E allora il mio terzo punto cardine è questo, in un mondo che continua a vedere olocausti tutti i giorni, in un mondo in cui la vita umana viene considerata un mero giocattolo nelle mani di “coloro che contano”, in un mondo in cui è meglio il mare aperto: è più sicuro il buio, le profondità,che la luce, che la propria terra; allora dobbiamo rinfrescare la nostra memoria e ricordare cosa abbiamo promesso e cosa promettiamo ogni anno durante la celebrazione della Shoah. Ogni anno promettiamo di non dimenticare, di avere sempre presente quello che è stato per non ripeterlo in futuro, mai più. I testimoni dell’olocausto ci stanno lasciando e il passato sta ritornando. Le nostri menti, le menti dei potenti, “di chi conta” – come se ci fossero persone di prima scelte ed altre di seconda – sono annebbiate dalla sete di potere di egemonia, di denaro. Il XXI secolo è il nuovo medioevo della società, un medioevo tutto nuovo, in cui la tecnologia va avanti e l’umanità va indietro.

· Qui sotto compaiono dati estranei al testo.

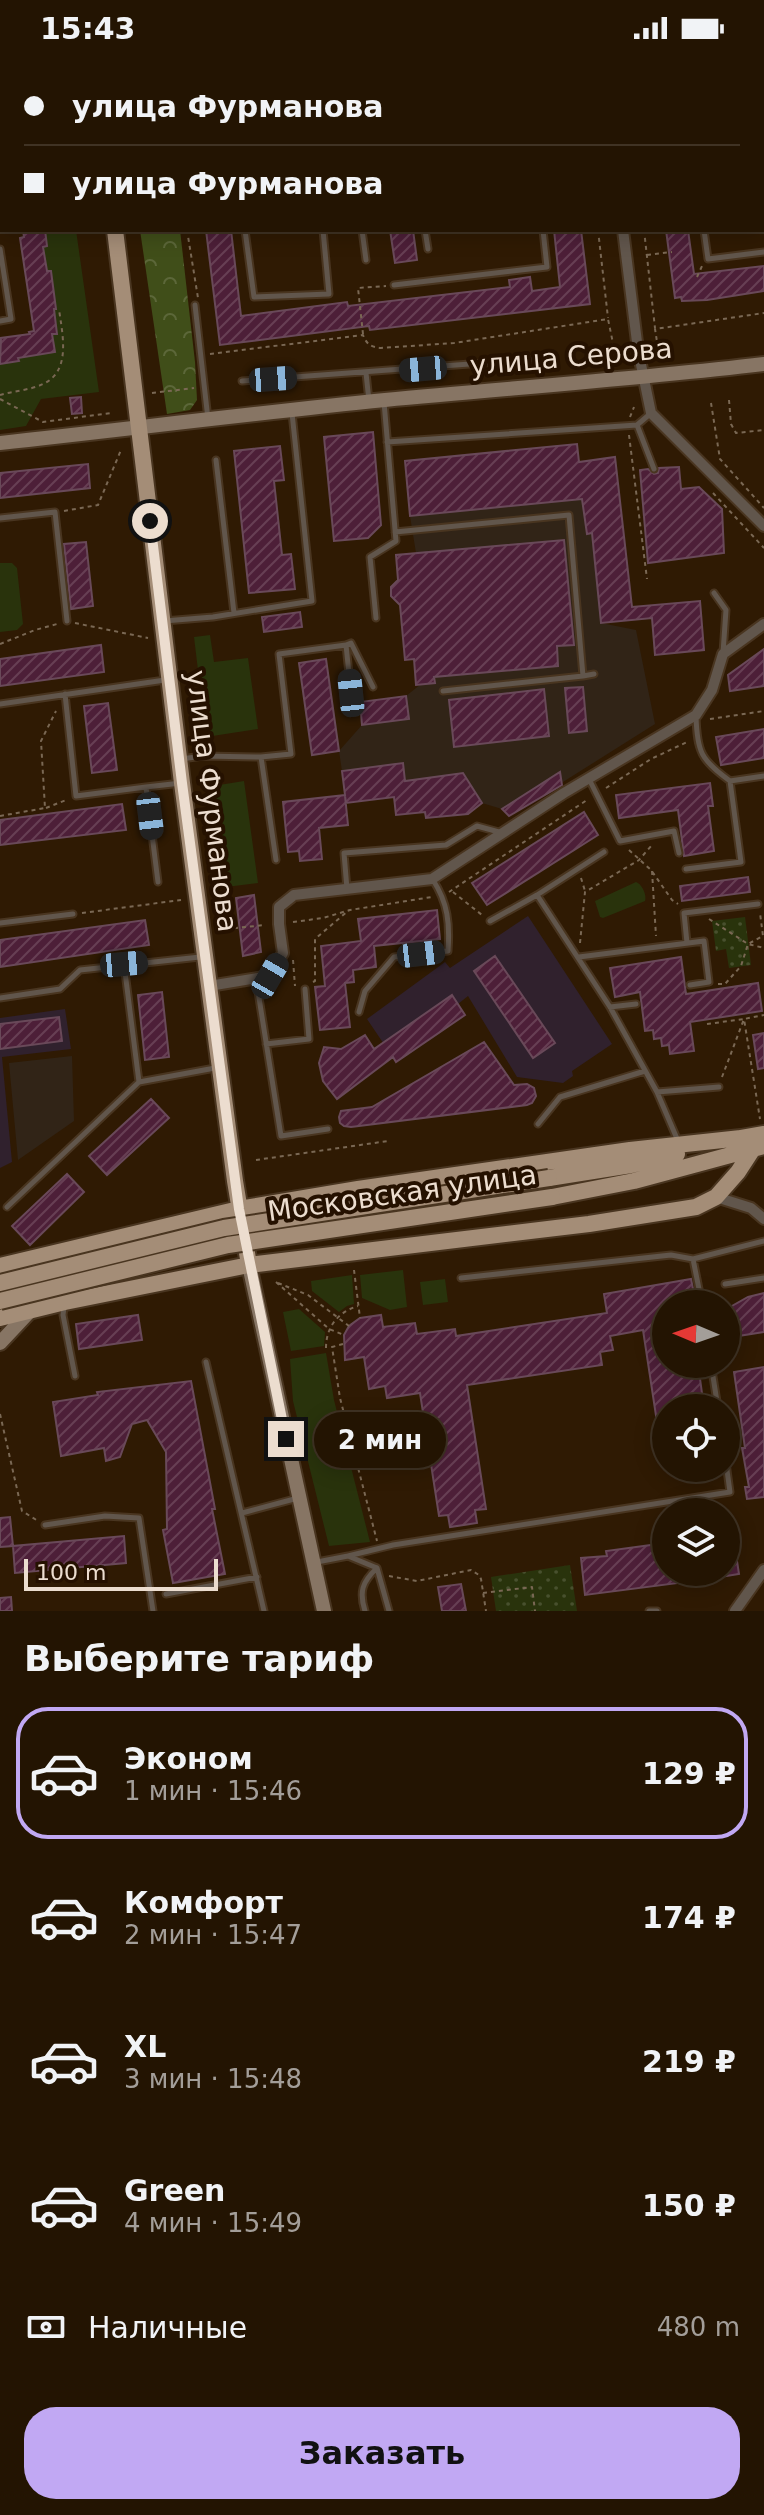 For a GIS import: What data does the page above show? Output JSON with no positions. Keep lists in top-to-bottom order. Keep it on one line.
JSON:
{"streets":{"main road":["улица Фурманова","Московская улица"],"street":["улица Серова"]},"crossings":[["улица Серова","улица Фурманова"],["улица Фурманова","Московская улица"]],"scale_bar":"100 m","north":"left","page":{"status":"15:43","banner":["улица Фурманова","улица Фурманова"],"bubble":"2 мин","scale":"100 m","heading":"Выберите тариф","list":[{"name":"Эконом","note":"1 мин · 15:46","value":"129 ₽"},{"name":"Комфорт","note":"2 мин · 15:47","value":"174 ₽"},{"name":"XL","note":"3 мин · 15:48","value":"219 ₽"},{"name":"Green","note":"4 мин · 15:49","value":"150 ₽"}],"pay":["Наличные","480 m"],"buttons":"Заказать"}}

E allora, mai più attuali furono i versi di colui che tale scempio lo aveva vissuto e ci aveva lasciato un monito, lanciato quasi una maledizione:
Voi che vivete sicuri
nelle vostre tiepide case,
voi che trovate tornando a sera
il cibo caldo e visi amici:
Considerate se questo è un uomo
che lavora nel fango
che non conosce pace
che lotta per mezzo pane
che muore per un si o per un no.
Considerate se questa è una donna,
senza capelli e senza nome
senza più forza di ricordare
vuoti gli occhi e freddo il grembo
come una rana d’inverno.
Meditate che questo è stato:
vi comando queste parole.
Scolpitele nel vostro cuore
stando in casa andando per via,
coricandovi, alzandovi.
Ripetetele ai vostri figli.
O vi si sfaccia la casa,
la malattia vi impedisca,
i vostri nati torcano il viso da voi.
Primo Levi
Ebbene si, mi ripeto, mai tali versi furono così attuali. Ma non ancora tutto è perduto. Insito nell’uomo è racchiuso il seme della distruzione ma anche quello della creazione. Noi possiamo cambiare il mondo, noi possiamo migliorarlo. La domanda che potrebbe sorgere spontanea è: e come si fa? Come raggiungiamo tale obiettivo? Come può cambiare un singolo cittadino il mondo intero?
Non è facile, ma Rosi un po’ ci è riuscito. Con il suo film, quasi tutto in dialetto, sottotitolato alla Berlinale in tedesco ed inglese ha raggiunto una platea internazionale.
Come lui stesso ha detto sul palco della Berlinale, dopo la proiezione del suo film: “Siamo a conoscenza del fatto che un film non può cambiare la situazione attuale delle cose, ma può creare più consapevolezza tra le persone” e la consapevolezza potrebbe smuovere sempre i cosiddetti “che contano” e curare il mondo da questa brutta malattia. Noi tutti nel nostro piccolo possiamo fare qualcosa. Ricordate: ogni essere umano ha poteri ILLIMITATI!